September 10, 2020

As dificuldades do esclarecimento

Pensando muito no texto do Kant sobre esclarecimento e devo admitir que concordo que na maior parte das vezes os esclarecidos” estão mais trabalhados em manter a distância entre o esclarecimento e os que preferem a passividade do que qualquer outra coisa.

É como se esclarecer”, nesses casos, fosse na verdade uma contínua projeção de ausência de inteligência no outro para marcar a sua posição no circuito da inteligência. Sobretudo quando se marca continuamente a dificuldade” da verdade (“venham, mas saibam que é perigoso”).

Claro que pensar é difícil, que dá trabalho, mas botar as coisas nesses termos só é possível pois o tipo de esclarecimento” que oferecem não é uma passagem da passividade pra atividade, uma compreensão de uma liberdade que já condiciona a escooha da passividade.

O que parece ser oferecido como esclarecimento é simplesmente a iluminação de algumas questões pontuais, um conhecimento sobre alguns temas específicos que em tese permitiriam a pessoa se localizar a partir da bondade e sabedoria donesclaredir ao revelar detalhes do mundo.

O problema é que ao lidar apenas com temas contingentes, evita-se tocar no ponto que realmente importa: que é que a capacidade de esclarecimento é inerente, que quem está na posição passiva está lá em certa medida por escolha. O esclarecimento adequado seria o que revelasse isso.

E é por isso que acho que esse esclarecimento do tipo deixa eu te ensinar algumas coisas” cola, pois ele reforça a escolha pela passividade por parte de quem consome, pois de fato é mais cômodo ser tutelado pelo outro, já que pensar é de fato cansativo.
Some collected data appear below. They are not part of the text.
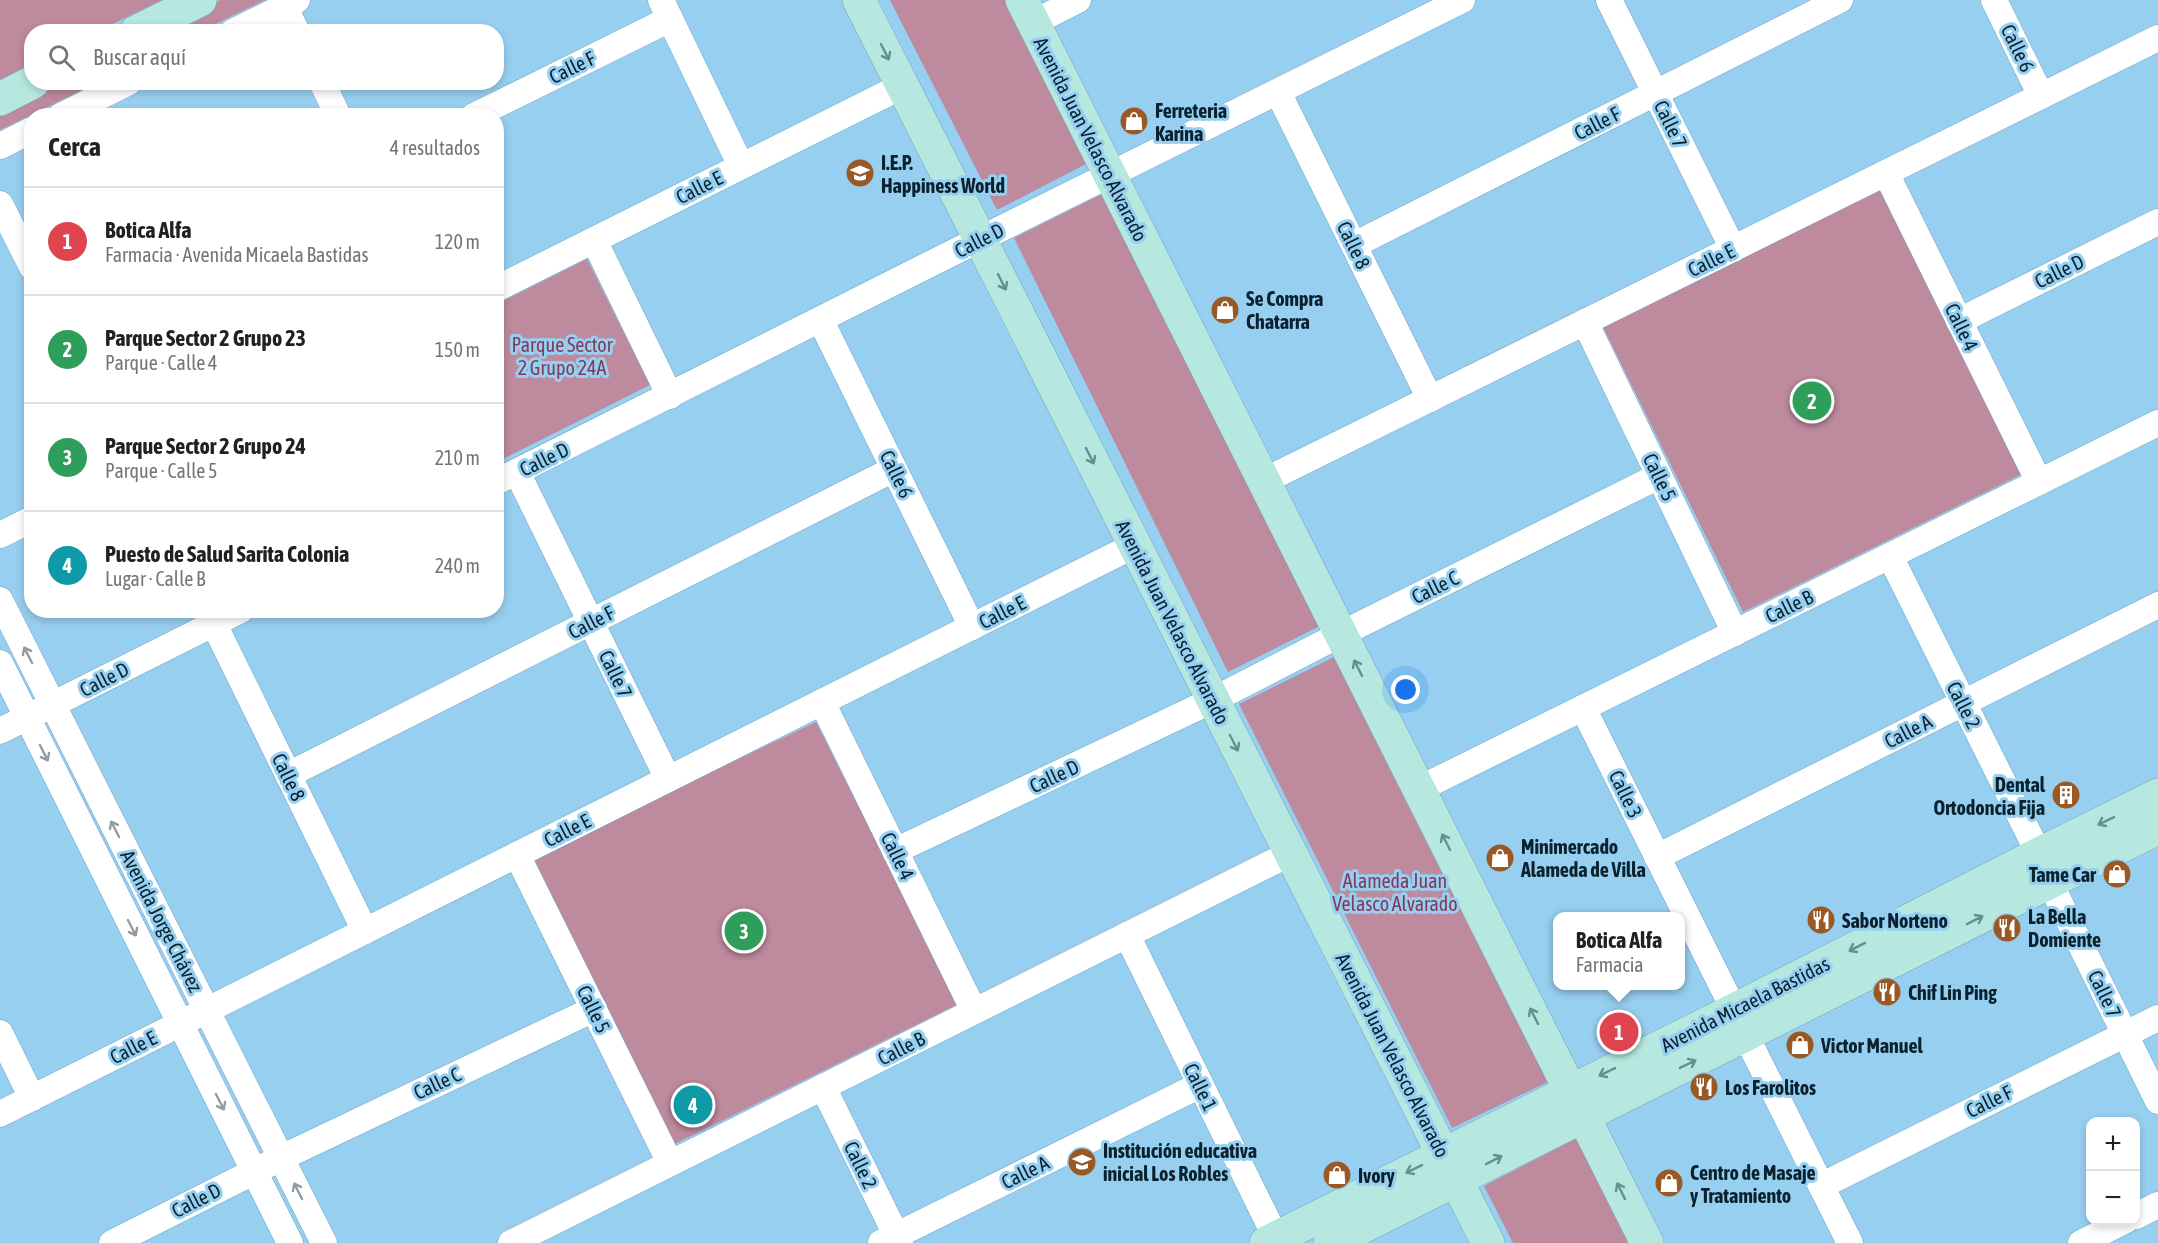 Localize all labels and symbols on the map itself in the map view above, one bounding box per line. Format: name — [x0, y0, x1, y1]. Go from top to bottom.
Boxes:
street label: Calle 6 — [1997, 21, 2039, 75]
street label: Avenida Juan Velasco Alvarado — [1029, 33, 1153, 245]
one-way arrow — [880, 43, 892, 61]
street label: Calle F — [545, 46, 599, 88]
street label: Calle 7 — [1650, 97, 1692, 151]
place label: Ferreteria Karina — [1155, 99, 1227, 145]
street label: Calle F — [1570, 102, 1624, 144]
shop icon: Ferreteria Karina — [1118, 105, 1150, 137]
place label: I.E.P. Happiness World — [881, 151, 1005, 197]
school or university icon: I.E.P. Happiness World — [844, 157, 876, 189]
street label: Calle E — [672, 165, 726, 208]
street label: Calle D — [951, 218, 1007, 262]
street label: Calle 8 — [1333, 218, 1375, 272]
street label: Calle E — [1684, 239, 1739, 281]
street label: Calle D — [2031, 249, 2087, 293]
one-way arrow — [996, 273, 1008, 291]
place label: Se Compra Chatarra — [1246, 287, 1323, 333]
shop icon: Se Compra Chatarra — [1209, 294, 1241, 326]
street label: Calle 4 — [1941, 300, 1983, 354]
park label: Parque Sector 2 Grupo 24A — [511, 333, 614, 379]
pin: 2 — [1792, 378, 1832, 424]
street label: Calle D — [516, 437, 572, 481]
street label: Calle 6 — [876, 447, 918, 501]
one-way arrow — [1084, 447, 1096, 465]
street label: Calle 5 — [1639, 450, 1681, 504]
street label: Avenida Juan Velasco Alvarado — [1111, 516, 1235, 728]
street label: Calle C — [1408, 566, 1462, 608]
street label: Calle B — [1761, 584, 1817, 627]
street label: Calle E — [975, 590, 1029, 633]
street label: Calle F — [564, 601, 618, 643]
one-way arrow — [22, 646, 33, 664]
street label: Calle 7 — [595, 647, 637, 701]
street label: Calle D — [76, 657, 132, 701]
one-way arrow — [1352, 660, 1363, 678]
your location — [1391, 675, 1420, 704]
street label: Calle 2 — [1942, 678, 1986, 732]
street label: Calle A — [1880, 709, 1936, 753]
one-way arrow — [1229, 734, 1241, 752]
one-way arrow — [39, 744, 51, 762]
street label: Calle 8 — [268, 750, 310, 804]
street label: Calle D — [1026, 755, 1082, 797]
street label: Calle 3 — [1605, 767, 1647, 821]
place label: Dental Ortodoncia Fija — [1933, 773, 2046, 819]
building icon: Dental Ortodoncia Fija — [2050, 779, 2082, 811]
street label: Calle E — [540, 808, 594, 851]
one-way arrow — [2097, 815, 2115, 827]
one-way arrow — [109, 820, 121, 838]
street label: Calle 4 — [877, 829, 919, 883]
one-way arrow — [1440, 834, 1451, 852]
place label: Minimercado Alameda de Villa — [1520, 835, 1646, 881]
shop icon: Minimercado Alameda de Villa — [1484, 842, 1516, 874]
street label: Avenida Jorge Chávez — [116, 846, 208, 996]
shop icon: Tame Car — [2101, 858, 2133, 890]
place label: Tame Car — [2029, 863, 2097, 886]
park label: Alameda Juan Velasco Alvarado — [1332, 869, 1458, 915]
restaurant icon: Sabor Norteno — [1805, 904, 1837, 936]
place label: La Bella Domiente — [2028, 905, 2101, 951]
pin: 3 — [724, 908, 764, 954]
place label: Sabor Norteno — [1842, 909, 1948, 932]
restaurant icon: La Bella Domiente — [1991, 912, 2023, 944]
one-way arrow — [1966, 914, 1983, 926]
one-way arrow — [126, 918, 138, 936]
one-way arrow — [1848, 942, 1866, 953]
street label: Avenida Juan Velasco Alvarado — [1331, 949, 1455, 1161]
street label: Avenida Micaela Bastidas — [1657, 952, 1833, 1056]
street label: Calle 7 — [2084, 967, 2126, 1021]
restaurant icon: Chif Lin Ping — [1871, 976, 1903, 1008]
place label: Chif Lin Ping — [1908, 981, 1997, 1004]
street label: Calle 5 — [573, 982, 615, 1036]
one-way arrow — [1527, 1008, 1539, 1026]
pin: 1 — [1600, 1010, 1638, 1054]
street label: Calle E — [106, 1025, 160, 1068]
street label: Calle B — [874, 1026, 929, 1070]
shop icon: Victor Manuel — [1784, 1029, 1816, 1061]
place label: Victor Manuel — [1820, 1034, 1924, 1057]
one-way arrow — [1678, 1057, 1696, 1069]
street label: Calle 1 — [1180, 1060, 1222, 1114]
street label: Calle C — [410, 1062, 464, 1104]
one-way arrow — [1599, 1067, 1617, 1078]
restaurant icon: Los Farolitos — [1688, 1071, 1720, 1103]
place label: Los Farolitos — [1725, 1076, 1816, 1099]
street label: Calle F — [1962, 1080, 2016, 1122]
pin: 4 — [674, 1082, 712, 1128]
one-way arrow — [214, 1092, 226, 1110]
street label: Calle 2 — [840, 1138, 882, 1192]
place label: Institución educativa inicial Los Robles — [1103, 1139, 1257, 1185]
school or university icon: Institución educativa inicial Los Robles — [1066, 1146, 1098, 1178]
street label: Calle A — [997, 1151, 1053, 1193]
one-way arrow — [1485, 1153, 1503, 1165]
shop icon: Ivory — [1321, 1159, 1353, 1191]
place label: Centro de Masaje y Tratamiento — [1690, 1161, 1816, 1207]
place label: Ivory — [1358, 1164, 1395, 1187]
one-way arrow — [1406, 1164, 1424, 1176]
shop icon: Centro de Masaje y Tratamiento — [1653, 1167, 1685, 1199]
street label: Calle D — [168, 1178, 224, 1222]
one-way arrow — [291, 1182, 303, 1200]
one-way arrow — [1615, 1182, 1626, 1200] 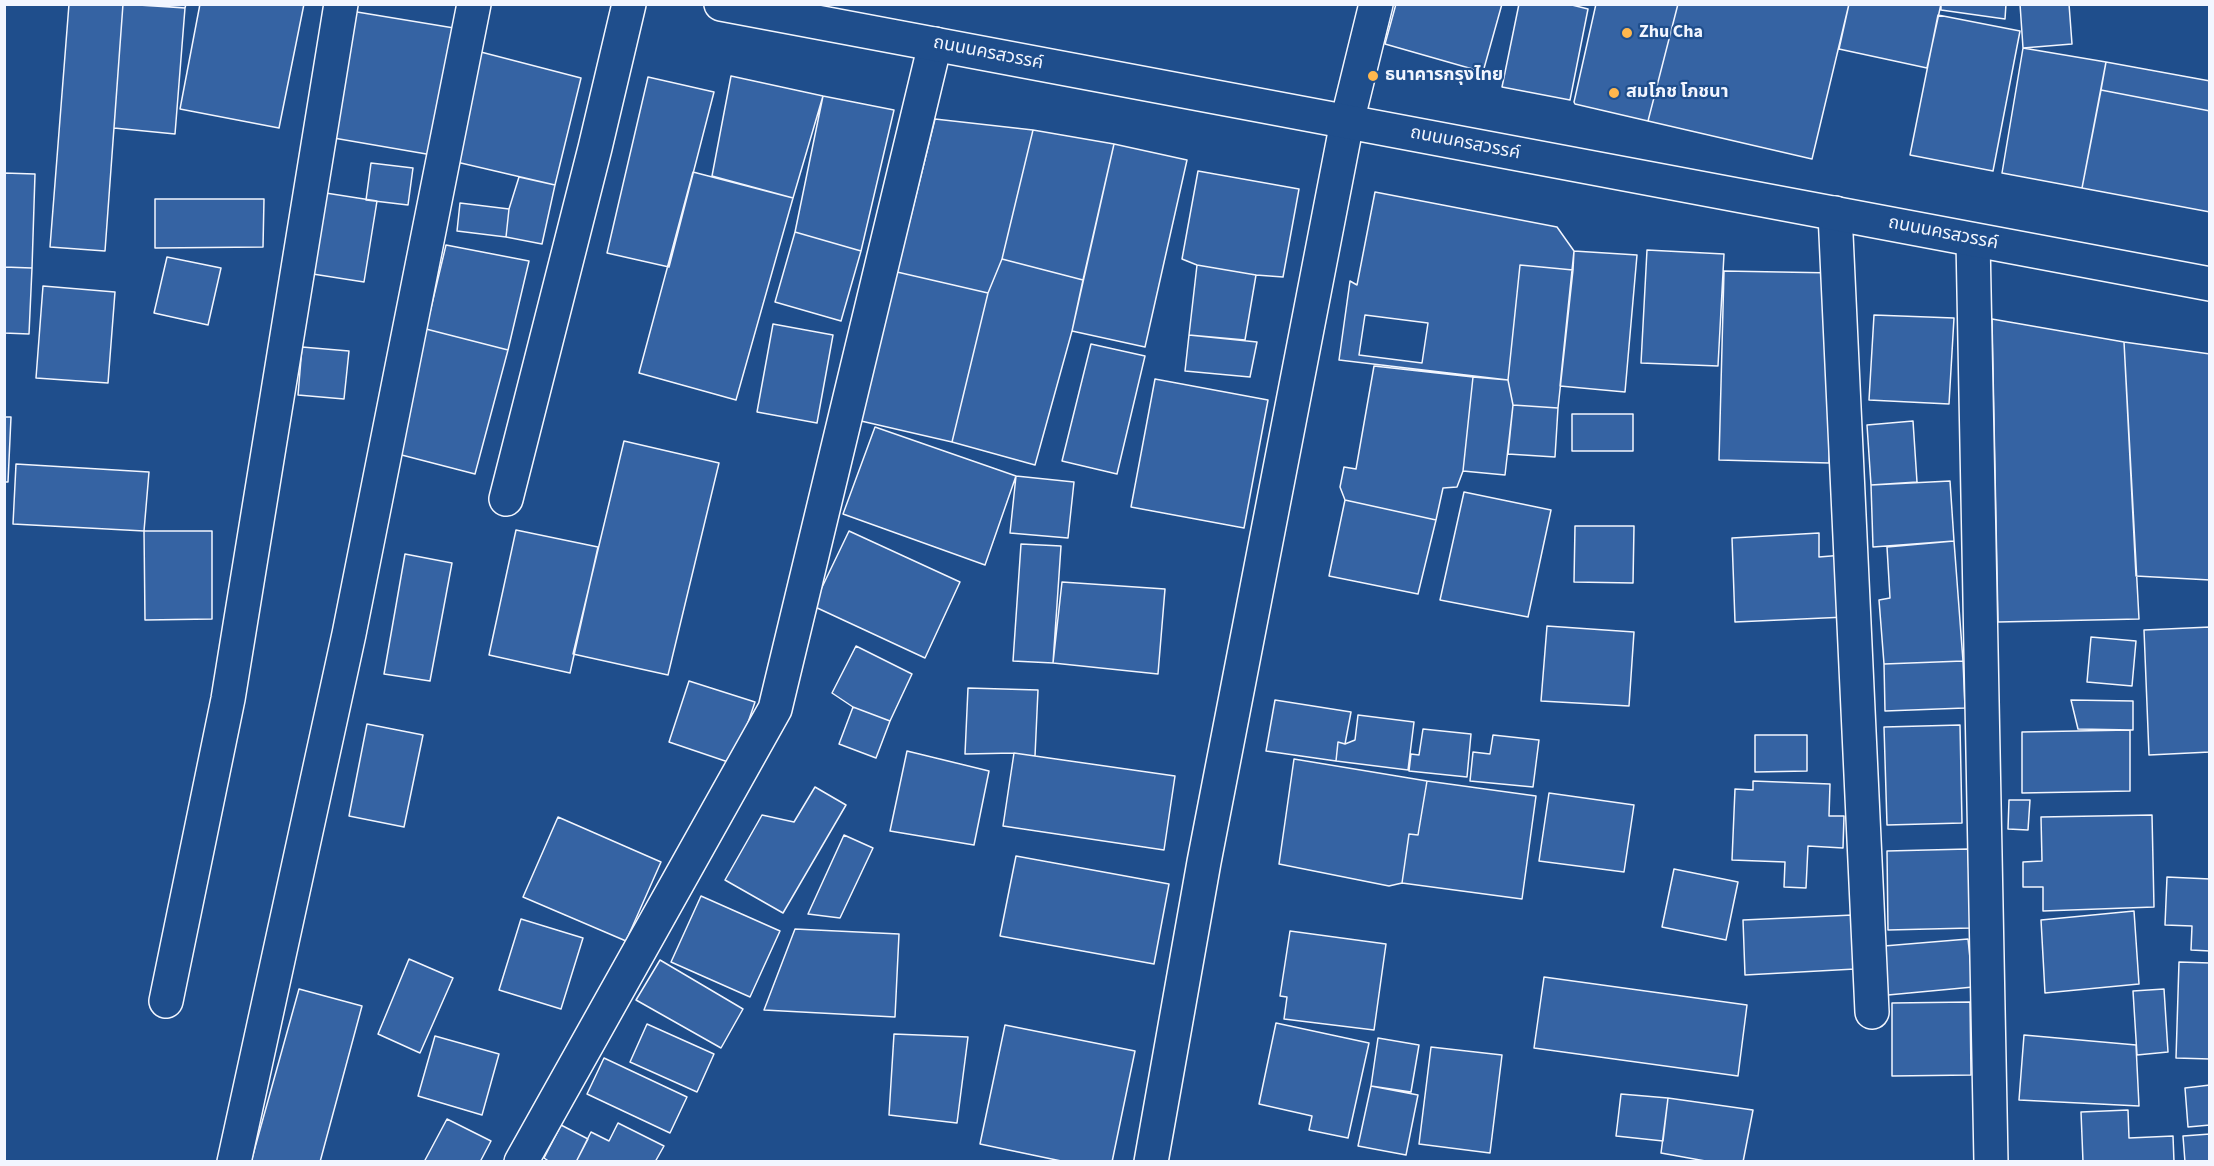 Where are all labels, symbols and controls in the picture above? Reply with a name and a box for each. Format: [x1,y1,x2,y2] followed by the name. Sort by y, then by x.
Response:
[1639,22,1703,44] place label: Zhu Cha
[1620,26,1634,40] marker: Zhu Cha
[931,33,1045,75] street label: ถนนนครสวรรค์
[1385,65,1503,87] place label: ธนาคารกรุงไทย
[1366,69,1380,83] marker: ธนาคารกรุงไทย
[1626,82,1729,104] place label: สมโภช โภชนา
[1607,86,1621,100] marker: สมโภช โภชนา
[1408,123,1522,165] street label: ถนนนครสวรรค์
[1886,213,2000,255] street label: ถนนนครสวรรค์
Não surpreende que essa estrutura se veja replicada sobretudo nas elites, em quem tem poder e condições para gozar da passividade. Acredito (talvez esteja aqui desvirtuando Kant, mas quem se importa), a heteronomia tende a ser rejeitada sobretudo em quem é vítima de opressão.

Como se ela não estivesse em condições (por conta das circunstâncias que a cercam) de abrir mão de se posicionar no mundo de forma mais ativa.

Por isso que suspeito de várias iniciativas que vejo por aí de educação na internet, pois raros são os casos em que o buscado é a autonomização dos envolvidos (e acho que, como Kant marca, a autonomização aconteceria também com o tutor).

Na maior parte das vezes parece uma situação em que o que é transmitido” é a manutenção de uma estrutura em que quem está na posição de aprender pode reforçar seu desejo de não aprender ao delegar para o educador a tarefa de pensar por ele.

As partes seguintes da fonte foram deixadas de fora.